§ TASK: Below are some entries. Copy each line that holds the string "Elevation".

§ MATERIALS PROVIDED:
##############################
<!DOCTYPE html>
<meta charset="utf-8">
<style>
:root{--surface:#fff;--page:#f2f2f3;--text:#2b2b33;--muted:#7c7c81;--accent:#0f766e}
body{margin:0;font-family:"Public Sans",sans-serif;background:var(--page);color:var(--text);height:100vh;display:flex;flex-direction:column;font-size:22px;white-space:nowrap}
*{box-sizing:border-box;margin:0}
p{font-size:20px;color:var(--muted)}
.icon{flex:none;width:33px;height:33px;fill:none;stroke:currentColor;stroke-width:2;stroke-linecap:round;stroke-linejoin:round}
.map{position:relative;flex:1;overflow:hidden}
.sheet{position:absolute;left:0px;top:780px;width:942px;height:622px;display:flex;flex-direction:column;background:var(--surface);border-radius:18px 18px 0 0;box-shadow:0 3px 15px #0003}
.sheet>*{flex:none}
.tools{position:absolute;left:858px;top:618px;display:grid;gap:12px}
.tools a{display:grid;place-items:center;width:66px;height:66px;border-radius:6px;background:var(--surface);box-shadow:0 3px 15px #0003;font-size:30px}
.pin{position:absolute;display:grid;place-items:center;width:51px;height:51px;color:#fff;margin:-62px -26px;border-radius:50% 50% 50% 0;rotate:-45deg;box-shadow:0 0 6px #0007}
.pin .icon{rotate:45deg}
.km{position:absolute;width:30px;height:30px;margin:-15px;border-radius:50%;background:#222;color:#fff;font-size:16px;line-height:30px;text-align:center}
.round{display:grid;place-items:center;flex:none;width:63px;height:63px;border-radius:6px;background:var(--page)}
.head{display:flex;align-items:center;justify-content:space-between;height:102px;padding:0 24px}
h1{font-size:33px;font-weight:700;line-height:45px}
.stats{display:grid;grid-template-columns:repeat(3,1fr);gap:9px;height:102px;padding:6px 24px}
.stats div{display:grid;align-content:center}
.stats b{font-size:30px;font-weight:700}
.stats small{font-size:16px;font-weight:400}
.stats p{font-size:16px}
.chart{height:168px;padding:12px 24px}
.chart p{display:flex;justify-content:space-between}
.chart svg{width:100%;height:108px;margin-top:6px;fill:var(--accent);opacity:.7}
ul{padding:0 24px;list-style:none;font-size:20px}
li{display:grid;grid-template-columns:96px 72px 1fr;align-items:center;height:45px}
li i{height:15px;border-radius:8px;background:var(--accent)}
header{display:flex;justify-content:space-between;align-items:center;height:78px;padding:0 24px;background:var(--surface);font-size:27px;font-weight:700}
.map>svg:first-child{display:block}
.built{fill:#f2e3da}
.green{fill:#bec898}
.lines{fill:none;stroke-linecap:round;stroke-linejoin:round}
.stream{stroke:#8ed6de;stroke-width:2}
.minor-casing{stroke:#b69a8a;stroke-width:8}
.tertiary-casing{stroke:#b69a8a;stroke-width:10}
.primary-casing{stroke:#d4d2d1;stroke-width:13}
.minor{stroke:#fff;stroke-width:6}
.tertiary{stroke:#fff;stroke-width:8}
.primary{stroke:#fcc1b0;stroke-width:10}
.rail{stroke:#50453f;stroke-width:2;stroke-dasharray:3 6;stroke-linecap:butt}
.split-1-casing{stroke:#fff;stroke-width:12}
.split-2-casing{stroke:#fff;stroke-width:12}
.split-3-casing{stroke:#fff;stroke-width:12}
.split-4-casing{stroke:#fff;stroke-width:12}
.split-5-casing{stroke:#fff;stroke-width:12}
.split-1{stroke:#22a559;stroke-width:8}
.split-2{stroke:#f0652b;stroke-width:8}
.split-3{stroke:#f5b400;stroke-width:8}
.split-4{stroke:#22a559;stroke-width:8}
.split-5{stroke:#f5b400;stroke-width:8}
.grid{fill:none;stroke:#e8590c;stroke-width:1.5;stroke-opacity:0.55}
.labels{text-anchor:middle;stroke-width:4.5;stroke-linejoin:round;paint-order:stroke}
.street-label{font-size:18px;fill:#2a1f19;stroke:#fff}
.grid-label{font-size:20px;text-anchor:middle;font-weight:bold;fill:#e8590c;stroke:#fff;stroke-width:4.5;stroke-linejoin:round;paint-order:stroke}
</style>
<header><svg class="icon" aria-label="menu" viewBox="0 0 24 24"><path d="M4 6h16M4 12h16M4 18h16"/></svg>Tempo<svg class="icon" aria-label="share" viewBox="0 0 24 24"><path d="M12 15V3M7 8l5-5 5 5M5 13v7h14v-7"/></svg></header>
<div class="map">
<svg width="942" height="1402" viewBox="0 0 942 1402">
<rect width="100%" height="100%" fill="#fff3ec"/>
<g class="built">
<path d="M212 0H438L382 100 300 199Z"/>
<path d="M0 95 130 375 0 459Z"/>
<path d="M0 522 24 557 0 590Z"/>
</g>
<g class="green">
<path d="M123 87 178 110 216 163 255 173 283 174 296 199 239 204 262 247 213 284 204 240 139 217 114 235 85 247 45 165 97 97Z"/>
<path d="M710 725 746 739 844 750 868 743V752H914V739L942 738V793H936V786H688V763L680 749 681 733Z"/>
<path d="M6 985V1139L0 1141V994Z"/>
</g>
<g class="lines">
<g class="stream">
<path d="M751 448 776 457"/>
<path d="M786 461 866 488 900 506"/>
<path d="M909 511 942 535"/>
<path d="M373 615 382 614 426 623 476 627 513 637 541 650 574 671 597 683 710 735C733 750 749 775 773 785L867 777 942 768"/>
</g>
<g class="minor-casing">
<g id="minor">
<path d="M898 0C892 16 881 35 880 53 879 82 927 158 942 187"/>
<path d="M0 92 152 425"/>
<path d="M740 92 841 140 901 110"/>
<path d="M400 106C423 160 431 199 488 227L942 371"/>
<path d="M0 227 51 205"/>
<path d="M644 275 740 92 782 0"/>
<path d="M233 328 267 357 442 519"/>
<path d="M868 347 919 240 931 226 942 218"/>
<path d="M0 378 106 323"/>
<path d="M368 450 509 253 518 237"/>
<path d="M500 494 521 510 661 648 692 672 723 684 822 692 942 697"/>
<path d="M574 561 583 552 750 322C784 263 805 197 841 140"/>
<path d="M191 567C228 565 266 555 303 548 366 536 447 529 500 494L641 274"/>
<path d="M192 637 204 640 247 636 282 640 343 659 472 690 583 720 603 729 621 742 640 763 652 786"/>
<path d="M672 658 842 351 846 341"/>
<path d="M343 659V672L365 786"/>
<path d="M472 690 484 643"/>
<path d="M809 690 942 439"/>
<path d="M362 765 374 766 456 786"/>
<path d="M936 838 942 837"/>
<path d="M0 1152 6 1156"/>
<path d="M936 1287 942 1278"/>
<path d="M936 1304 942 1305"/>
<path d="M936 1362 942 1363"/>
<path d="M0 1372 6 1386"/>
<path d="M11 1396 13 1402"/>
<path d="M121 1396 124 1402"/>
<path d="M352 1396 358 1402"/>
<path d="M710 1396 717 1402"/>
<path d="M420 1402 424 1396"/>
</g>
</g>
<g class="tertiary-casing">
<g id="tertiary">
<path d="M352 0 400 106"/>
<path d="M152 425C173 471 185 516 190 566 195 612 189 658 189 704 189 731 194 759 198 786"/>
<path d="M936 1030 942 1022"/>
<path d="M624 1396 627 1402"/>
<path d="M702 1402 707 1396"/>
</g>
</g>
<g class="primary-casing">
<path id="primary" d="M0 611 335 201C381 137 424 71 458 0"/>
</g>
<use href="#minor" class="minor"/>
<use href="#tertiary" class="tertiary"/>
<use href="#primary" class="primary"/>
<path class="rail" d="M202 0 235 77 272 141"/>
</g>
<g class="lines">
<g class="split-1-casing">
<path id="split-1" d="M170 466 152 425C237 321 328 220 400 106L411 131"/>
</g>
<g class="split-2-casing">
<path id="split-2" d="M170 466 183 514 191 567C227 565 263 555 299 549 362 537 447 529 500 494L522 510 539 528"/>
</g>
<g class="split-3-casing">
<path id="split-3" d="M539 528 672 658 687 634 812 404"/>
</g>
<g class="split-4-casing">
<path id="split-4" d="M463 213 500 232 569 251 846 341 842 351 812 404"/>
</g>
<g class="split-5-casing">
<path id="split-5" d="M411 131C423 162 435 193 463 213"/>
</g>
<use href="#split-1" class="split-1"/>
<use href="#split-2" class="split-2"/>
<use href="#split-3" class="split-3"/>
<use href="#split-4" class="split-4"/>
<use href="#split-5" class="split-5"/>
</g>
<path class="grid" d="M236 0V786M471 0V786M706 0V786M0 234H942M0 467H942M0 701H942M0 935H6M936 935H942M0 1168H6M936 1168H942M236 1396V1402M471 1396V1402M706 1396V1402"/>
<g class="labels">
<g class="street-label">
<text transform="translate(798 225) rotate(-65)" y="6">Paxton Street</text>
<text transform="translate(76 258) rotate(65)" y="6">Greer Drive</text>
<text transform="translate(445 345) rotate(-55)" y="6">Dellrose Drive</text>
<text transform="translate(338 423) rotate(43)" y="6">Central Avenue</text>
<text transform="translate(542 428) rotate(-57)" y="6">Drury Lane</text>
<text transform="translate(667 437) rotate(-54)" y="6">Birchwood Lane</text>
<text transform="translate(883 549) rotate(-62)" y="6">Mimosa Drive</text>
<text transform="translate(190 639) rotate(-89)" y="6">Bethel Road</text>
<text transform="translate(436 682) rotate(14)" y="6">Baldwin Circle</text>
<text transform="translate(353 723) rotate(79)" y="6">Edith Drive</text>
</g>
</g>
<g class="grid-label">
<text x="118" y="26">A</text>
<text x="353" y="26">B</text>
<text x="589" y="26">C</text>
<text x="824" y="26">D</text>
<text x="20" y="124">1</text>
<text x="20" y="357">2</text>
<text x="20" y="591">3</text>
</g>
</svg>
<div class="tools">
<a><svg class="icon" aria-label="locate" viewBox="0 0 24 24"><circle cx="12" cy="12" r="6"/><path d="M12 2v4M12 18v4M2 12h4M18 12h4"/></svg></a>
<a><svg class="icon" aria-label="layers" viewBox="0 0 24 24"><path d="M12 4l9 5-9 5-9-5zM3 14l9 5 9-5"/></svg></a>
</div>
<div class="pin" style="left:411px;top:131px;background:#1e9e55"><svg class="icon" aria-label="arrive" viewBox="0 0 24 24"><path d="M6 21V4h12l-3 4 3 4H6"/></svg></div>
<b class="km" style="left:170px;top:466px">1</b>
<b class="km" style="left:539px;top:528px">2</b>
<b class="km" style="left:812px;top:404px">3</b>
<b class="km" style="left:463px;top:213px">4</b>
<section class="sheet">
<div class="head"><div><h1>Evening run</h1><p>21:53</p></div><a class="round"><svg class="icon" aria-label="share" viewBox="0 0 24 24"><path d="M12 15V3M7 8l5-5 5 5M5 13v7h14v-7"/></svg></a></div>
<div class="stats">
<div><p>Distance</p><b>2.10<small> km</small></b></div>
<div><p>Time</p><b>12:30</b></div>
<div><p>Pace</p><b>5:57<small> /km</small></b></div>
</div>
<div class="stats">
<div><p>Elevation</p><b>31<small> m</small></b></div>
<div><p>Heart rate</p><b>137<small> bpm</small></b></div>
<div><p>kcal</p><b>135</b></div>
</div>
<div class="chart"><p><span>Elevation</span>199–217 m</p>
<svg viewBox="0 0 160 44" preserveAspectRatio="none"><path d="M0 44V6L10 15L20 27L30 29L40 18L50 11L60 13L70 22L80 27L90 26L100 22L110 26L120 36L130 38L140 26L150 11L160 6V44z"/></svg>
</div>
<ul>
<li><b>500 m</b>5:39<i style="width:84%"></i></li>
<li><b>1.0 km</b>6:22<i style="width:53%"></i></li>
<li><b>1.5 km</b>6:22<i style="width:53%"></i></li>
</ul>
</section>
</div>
##############################
§ RESPONSE TO THE EXERCISE:
<div><p>Elevation</p><b>31<small> m</small></b></div>
<div class="chart"><p><span>Elevation</span>199–217 m</p>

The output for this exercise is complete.